A year ago today I posted Year's end: A look back, a look ahead. Here's what I said about the impending year, with comments in brackets and then a few more thoughts:
As a science-fiction writer, I have an innate inability to foresee the future; my profession always misses some minor but critical development like the personal computer. But if I were to venture a cautious forecast, I would offer these guesses at the events in global health in 2015:
• Continuation of endemic cholera in Haiti, and no compensation from the UN for its infliction of avoidable death and misery. [Got it right]
• Continuation of chikungunya's march across the Americas, with serious damage to the tourism and cruise-ship industries in the Caribbean and to the economies of the affected countries. [Got spread right; negligible damage to tourism & cruise industries]
• Establishment of Ebola as an endemic disease in West Africa, permitting the rest of us to forget about it and get back to serious stuff like the next celebrity scandal. [Not yet certain; the end of confirmed cases doesn't mean the end of Ebola]

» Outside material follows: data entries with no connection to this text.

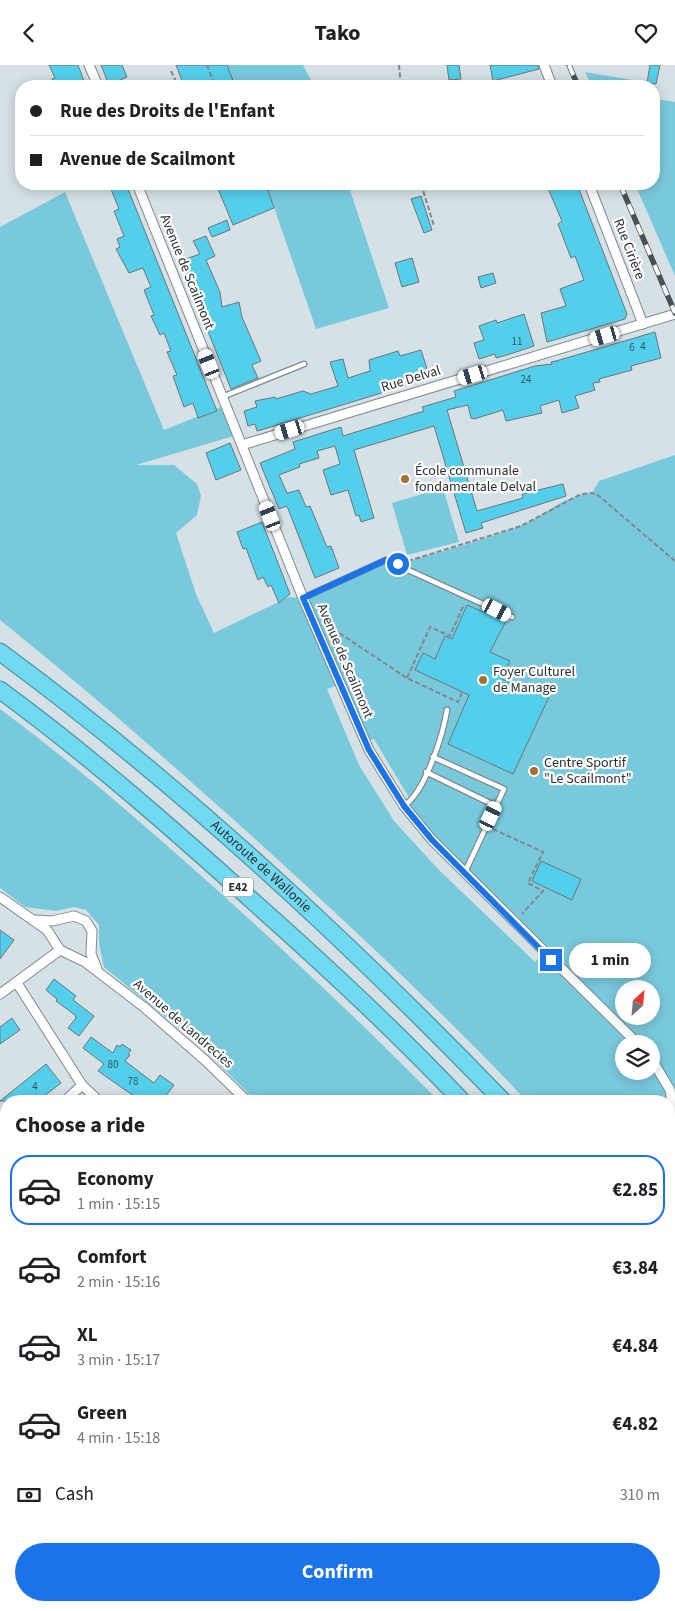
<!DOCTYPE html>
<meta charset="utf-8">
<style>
body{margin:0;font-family:"Source Sans 3",sans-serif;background:#f2f2f2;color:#202124;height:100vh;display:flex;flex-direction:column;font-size:19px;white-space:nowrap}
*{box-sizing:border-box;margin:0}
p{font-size:16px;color:#757577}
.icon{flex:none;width:28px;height:28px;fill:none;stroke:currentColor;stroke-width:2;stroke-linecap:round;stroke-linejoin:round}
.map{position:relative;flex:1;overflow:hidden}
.panel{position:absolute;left:0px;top:1030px;width:675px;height:516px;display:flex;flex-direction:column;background:#fff;border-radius:20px 20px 0 0;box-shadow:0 2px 12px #0003}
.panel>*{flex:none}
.top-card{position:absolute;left:15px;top:15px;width:645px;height:110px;border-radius:20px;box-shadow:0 2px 12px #0003;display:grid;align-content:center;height:110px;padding:0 15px;background:#fff}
.needle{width:32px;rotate:26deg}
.controls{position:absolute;left:615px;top:915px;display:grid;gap:10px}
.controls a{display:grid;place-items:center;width:45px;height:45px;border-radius:50%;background:#fff;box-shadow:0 2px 12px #0003;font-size:25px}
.end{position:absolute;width:22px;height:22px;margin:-11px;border:6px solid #1a73e8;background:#fff;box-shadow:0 0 0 2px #fff}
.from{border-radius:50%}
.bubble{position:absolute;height:35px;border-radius:18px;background:#fff;box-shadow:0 2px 12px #0003;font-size:16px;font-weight:700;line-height:35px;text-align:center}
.car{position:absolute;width:15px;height:30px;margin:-15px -8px;border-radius:6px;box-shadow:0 0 4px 1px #0007;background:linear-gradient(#fff 24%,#345 0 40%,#fff 0 76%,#345 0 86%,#fff 0)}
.top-card b{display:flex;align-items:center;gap:18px;height:48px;font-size:19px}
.top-card b+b{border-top:1px solid #e0e0e0}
.top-card i{width:12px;height:12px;background:#202124}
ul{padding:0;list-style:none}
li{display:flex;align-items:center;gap:15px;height:70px;margin:0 10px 8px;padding:0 5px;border:2px solid transparent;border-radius:20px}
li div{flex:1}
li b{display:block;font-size:19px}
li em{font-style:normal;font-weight:700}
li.on{border-color:#1a73e8}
li>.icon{width:45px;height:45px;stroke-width:1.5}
h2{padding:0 15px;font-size:22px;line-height:60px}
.pay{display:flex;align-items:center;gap:12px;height:55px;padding:0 15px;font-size:19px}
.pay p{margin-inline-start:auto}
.action{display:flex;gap:10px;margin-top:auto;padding:10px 15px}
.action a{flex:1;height:58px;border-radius:30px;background:#1a73e8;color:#fff;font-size:20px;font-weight:700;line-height:58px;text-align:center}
header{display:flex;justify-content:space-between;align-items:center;height:65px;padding:0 15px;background:#fff;font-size:22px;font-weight:700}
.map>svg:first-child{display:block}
</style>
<header><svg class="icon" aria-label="back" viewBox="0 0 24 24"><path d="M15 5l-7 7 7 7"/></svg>Tako<svg class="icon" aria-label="heart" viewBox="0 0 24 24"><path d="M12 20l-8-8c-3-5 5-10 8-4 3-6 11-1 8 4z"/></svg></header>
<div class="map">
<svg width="675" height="1546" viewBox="0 0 675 1546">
<rect width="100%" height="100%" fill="#d5e1e5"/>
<g fill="#79c9dd" fill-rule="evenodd">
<polygon points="226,0 303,0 314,21 234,21"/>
<polygon points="585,7 650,18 649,21 592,21"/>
<polygon points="654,34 675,37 675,211 635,119 654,119"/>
<polygon points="266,119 348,119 389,243 316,264"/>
<path d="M65,127l99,238 62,-25 11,30 -101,30h38l23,19 4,12 -4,19 -21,18 20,61 18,39 75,-36 14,1 83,-38 13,4c40,-12 82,-23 121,-38 25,-10 44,-31 72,-33l7,-12 76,-26v739l-5,-1 -1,-92h-142c-73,-77 -149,-149 -227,-221 -98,-90 -197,-177 -300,-260v-393zM340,619l25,57 9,-2 37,62 -7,5 139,147 -8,9 -97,-93 -44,-48 -35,-56 -32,-76zM624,924h27v27h-27zM624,979h27v27h-27z"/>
<polygon points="443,423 459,477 407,490 392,438"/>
<path d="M0,644c69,51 134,107 198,164 83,74 163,149 241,228h-183l-52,-52 -100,-82 -5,-24v-18l-13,-15 -12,-3 -18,4 -31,-4 -25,-19z"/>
<polygon points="669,1130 675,1132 675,1197 669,1189"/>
<polygon points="669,1294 675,1302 675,1546 0,1546 0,1340 6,1346 6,1540 669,1540"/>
</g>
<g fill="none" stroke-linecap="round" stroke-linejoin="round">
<g stroke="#22abc6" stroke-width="4">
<polyline points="0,1405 6,1403"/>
<polyline points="0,1451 6,1443"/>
<polyline points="302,1546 303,1540"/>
</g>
</g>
<g fill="#54cfeb" stroke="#6b7679">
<polygon points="49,0 78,0 86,21 54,21 52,14 55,13"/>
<polygon points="101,0 122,0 127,12 109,20"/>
<polygon points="176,0 227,0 235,21 184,21"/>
<polygon points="447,0 459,0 461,14 449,15"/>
<polygon points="490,0 538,0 539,4 493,16"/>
<polygon points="650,0 660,0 656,19 647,18"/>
<polygon points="109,119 126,119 217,346 198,353 193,338 184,342 173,311 177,310 167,287 171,286 164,268 160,270 151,251 154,250 144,225 151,222 143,203 129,208 116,184 120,182 117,174 124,171 114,146 119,144"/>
<polygon points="216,119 266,119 274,143 233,160"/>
<polygon points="546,119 577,119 627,249 625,254 547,277 541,248 566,241 560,224 584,215 575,191 571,193 558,159 562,156"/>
<polygon points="421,131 432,165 424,168 411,134"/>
<polygon points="227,155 230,165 212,172 208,163"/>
<polygon points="206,171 215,191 206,195 220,227 222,242 239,237 242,252 261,296 252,300 258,313 231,324 180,196 200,189 193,176"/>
<polygon points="412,193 419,217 402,222 395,198"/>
<polygon points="493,208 496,218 481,223 478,212"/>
<polygon points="524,249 534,281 507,290 496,293 495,289 479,294 474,278 484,275 479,261 496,255 497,258"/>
<polygon points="655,267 661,293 631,301 632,305 599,314 600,317 593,318 595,325 575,331 579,343 562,348 559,335 540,341 542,348 506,356 503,345 474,354 471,353 468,340 447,345 477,446 523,433 522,429 563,419 566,431 481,458 483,463 466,468 434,361 354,385 374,453 361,457 359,450 356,451 348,425 331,430 323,405 340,399 335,381 317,386 319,393 299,399 300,402 279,410 287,428 299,425 306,442 310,441 327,482 331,481 339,503 315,513 287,441 279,444 260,398 295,384 293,377 341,362 343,371 424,346 422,342 456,332 454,326 535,301 552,299 551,297 556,296"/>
<polygon points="421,285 430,313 261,365 257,366 255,359 248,361 244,346 257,342 255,336 275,332 276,334 303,326 311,329 338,321 330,297 343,294 348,313 370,306 369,295 398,286 400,291"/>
<polygon points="230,378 241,405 216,415 206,388"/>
<polygon points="262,457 290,529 279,538 271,520 268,522 263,512 258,515 246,483 243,484 237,467"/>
<polygon points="467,540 495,552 496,549 507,554 490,587 510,596 502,614 520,623 522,619 549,632 513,709 448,679 469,630 415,605 423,588 435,594 445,571 452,574"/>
<polygon points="541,796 581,814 572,835 532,816"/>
<polygon points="0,865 14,875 0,894"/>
<polygon points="54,914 76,931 73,935 94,951 79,971 68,963 76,953 75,950 56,936 57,934 46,925"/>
<polygon points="12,953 20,965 0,979 0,962"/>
<polygon points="91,972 113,988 117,980 120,982 122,979 131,985 128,989 130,990 125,996 154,1018 160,1010 174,1020 162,1036 141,1036 98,1006 104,999 83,983"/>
<polygon points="46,999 61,1018 44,1031 37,1036 34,1036 30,1030 22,1036 0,1036"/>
</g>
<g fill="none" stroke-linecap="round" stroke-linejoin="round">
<defs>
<g id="service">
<polyline points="222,332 304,299"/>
<polyline points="303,533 386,495 512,552"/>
<polyline points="433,692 504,724 465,807"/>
<polyline points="426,707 496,741"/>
<path d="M404,741c21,-14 39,-71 43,-96"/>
</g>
<g id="minor">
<polyline points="89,0 98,21"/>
<polyline points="544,0 552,21"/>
<polyline points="137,119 303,533 369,685 404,741 432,775 638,979"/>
<polyline points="589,119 643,259"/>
<polyline points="242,380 675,249"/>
<polyline points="0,832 47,865 60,885 85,897 145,943 206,996 247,1036"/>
<polyline points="35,855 52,856 74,851 86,856 92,866 91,889 97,904"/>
<polyline points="17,918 82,1020 99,1036"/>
<polyline points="0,929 60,885"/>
<polyline points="651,993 670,1025 675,1056"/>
<polyline points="65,1036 82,1020"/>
<polyline points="0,1088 6,1083"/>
<polyline points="669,1090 675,1070"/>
<polyline points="0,1253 6,1256"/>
</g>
<g id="motorway">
<path id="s1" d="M0,587c182,134 346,287 503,449"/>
<path d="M0,625c90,66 174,140 256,214 71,63 141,128 206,197"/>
<polyline points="669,1218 675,1226"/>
<polyline points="669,1268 675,1275"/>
</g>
</defs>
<use href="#service" stroke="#7f8b8e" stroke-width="7"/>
<use href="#minor" stroke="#7f8b8e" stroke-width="11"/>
<use href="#motorway" stroke="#589eaf" stroke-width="19"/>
<g stroke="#81898c" stroke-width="2" stroke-dasharray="5 2.5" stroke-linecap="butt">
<polyline points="207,0 215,21"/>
<polyline points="399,0 401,21"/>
<polyline points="171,6 178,21"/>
<polyline points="421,119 434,161"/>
<polyline points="408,496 521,461 581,429 592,428 599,431 675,496"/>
<polyline points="327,560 407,613 458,637 462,627"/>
<polyline points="407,613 430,562 450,571 464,539"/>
<polyline points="493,764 543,787 528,818 543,826 522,849"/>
<polyline points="0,1121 6,1130"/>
<polyline points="670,1128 675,1129"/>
<polyline points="669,1129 675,1117"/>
<polyline points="0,1150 6,1147"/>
<polyline points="0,1183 6,1187"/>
<polyline points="0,1240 6,1221"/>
<polyline points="0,1384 6,1382"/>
<polyline points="669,1458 675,1459"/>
<polyline points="613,1540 616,1546"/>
<polyline points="0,1544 28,1541 45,1546"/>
<polyline points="142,1546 151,1540"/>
<polyline points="161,1546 165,1540"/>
<polyline points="404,1546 407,1540"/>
</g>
<use href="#service" stroke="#fff" stroke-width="4.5"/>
<use href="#minor" stroke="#fff" stroke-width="9"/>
<use href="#motorway" stroke="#71daf3" stroke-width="16"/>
<defs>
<g id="rail">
<polyline points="569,0 578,21"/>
<polyline points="620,119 675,248"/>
</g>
</defs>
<use href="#rail" stroke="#4b5153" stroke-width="5.5"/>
<use href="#rail" stroke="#fff" stroke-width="4" stroke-dasharray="11" stroke-linecap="butt"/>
</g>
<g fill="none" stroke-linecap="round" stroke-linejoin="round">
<polyline stroke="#1a73e8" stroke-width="6" points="398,499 386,495 303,533 369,685 404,741 432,775 551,895"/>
</g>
<g fill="#a86e2e" stroke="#fff" stroke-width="2">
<circle cx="405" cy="414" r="5"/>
<circle cx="483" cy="615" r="5"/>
<circle cx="534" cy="706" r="5"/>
</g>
<g text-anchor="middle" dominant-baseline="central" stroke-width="4.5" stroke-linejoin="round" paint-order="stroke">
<g font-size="11" fill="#34575f">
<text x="517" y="276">11</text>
<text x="643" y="281">4</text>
<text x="632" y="282">6</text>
<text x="526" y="314">24</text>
<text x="113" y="999">80</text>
<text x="133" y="1016">78</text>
<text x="35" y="1021">4</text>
</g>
<rect fill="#fff" stroke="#6a6d6e" stroke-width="1" x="223" y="812.5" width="30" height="19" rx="4"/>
<g font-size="12" font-weight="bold" fill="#2a2f30">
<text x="238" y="822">E42</text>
</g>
<g font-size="14" fill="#2a2f30" stroke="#fff">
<text transform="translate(629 184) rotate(69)">Rue Cirière</text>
<text transform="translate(187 207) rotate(68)">Avenue de Scailmont</text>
<text transform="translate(411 314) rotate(-17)">Rue Delval</text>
<text transform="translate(345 596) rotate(67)">Avenue de Scailmont</text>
<text stroke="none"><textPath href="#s1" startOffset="338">Autoroute de Wallonie</textPath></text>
<text transform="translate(183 959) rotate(41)">Avenue de Landrecies</text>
</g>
<g font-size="14" fill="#2a2f30" stroke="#fff" text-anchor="start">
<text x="415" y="406">École communale<tspan x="415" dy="16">fondamentale Delval</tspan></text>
<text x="493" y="607">Foyer Culturel<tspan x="493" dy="16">de Manage</tspan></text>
<text x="544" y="698">Centre Sportif<tspan x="544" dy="16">"Le Scailmont"</tspan></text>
</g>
</g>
</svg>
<div class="controls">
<a><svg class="needle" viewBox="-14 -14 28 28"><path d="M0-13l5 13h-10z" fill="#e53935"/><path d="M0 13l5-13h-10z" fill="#757577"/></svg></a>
<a><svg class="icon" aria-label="layers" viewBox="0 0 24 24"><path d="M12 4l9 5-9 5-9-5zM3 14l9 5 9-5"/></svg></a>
</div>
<i class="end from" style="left:398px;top:499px"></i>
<i class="end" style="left:551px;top:895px"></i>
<div class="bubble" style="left:569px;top:878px;width:82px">1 min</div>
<i class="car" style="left:605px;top:271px;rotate:254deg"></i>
<i class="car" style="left:209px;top:299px;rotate:338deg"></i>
<i class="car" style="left:473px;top:310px;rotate:253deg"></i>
<i class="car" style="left:290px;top:365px;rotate:253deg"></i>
<i class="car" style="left:270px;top:451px;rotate:338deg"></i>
<i class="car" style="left:497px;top:545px;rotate:117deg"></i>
<i class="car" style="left:491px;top:751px;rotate:25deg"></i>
<div class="top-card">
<b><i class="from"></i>Rue des Droits de l'Enfant</b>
<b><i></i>Avenue de Scailmont</b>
</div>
<section class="panel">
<h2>Choose a ride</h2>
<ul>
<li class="on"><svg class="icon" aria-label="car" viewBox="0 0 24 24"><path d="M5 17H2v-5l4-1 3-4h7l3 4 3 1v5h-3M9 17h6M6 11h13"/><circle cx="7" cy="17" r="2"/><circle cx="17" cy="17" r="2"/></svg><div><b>Economy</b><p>1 min · 15:15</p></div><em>€2.85</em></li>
<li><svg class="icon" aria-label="car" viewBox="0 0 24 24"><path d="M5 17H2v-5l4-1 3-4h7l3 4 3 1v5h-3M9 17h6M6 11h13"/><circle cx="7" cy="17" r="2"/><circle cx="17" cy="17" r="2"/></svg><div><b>Comfort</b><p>2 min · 15:16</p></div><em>€3.84</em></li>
<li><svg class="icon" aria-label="car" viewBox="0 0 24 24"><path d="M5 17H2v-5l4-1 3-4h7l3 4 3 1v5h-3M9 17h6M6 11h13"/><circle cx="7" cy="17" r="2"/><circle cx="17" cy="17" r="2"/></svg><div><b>XL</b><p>3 min · 15:17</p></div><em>€4.84</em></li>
<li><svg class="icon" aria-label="car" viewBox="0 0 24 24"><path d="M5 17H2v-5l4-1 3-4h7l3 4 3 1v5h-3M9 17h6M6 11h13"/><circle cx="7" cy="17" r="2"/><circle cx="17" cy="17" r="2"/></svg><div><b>Green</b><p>4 min · 15:18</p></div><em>€4.82</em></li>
</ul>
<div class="pay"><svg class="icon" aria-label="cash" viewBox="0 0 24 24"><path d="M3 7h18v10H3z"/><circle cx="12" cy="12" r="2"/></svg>Cash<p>310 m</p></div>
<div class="action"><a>Confirm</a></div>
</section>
</div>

• A similar apathy toward the malnutrition and outright famine triggered by Ebola across West Africa, not to mention the decades-long consequences of a generation stunted and stupefied by inadequate food. [Got it right]
• No outbreak of any disease that will affect Europe and North America seriously enough to make their terrified voters agree to spend money to stamp it out both at home and abroad. We will continue to rely on the mad saints of MSF and other global-health organizations to save us from ourselves. [Got it right, though the US enjoyed a few weeks of hysteria about Ebola]
• No pandemic, least of all with zombies in the streets. Just the routine, unnoticed sickness and deaths of many millions, mostly toddlers, from boring stuff like malaria and diarrhea. [Got it right]
I completely failed to foresee Zika, not to mention the refugee issue, just as in earlier years I'd been surprised by H1N1 and H7N9 and MERS. Sometimes it's the shy cousins of known diseases that sneak up on us; if that continues, then we may get yet another rare strain of avian influenza, or big outbreaks of Lassa or Marburg.
But I can foresee pretty confidently that the outbreaks will likely be in poor countries, or rich countries with large populations of poor people, and that politics will determine how well the outbreak is handled.
That discouraging thought notwithstanding, I wish you and yours a very happy and healthy 2016.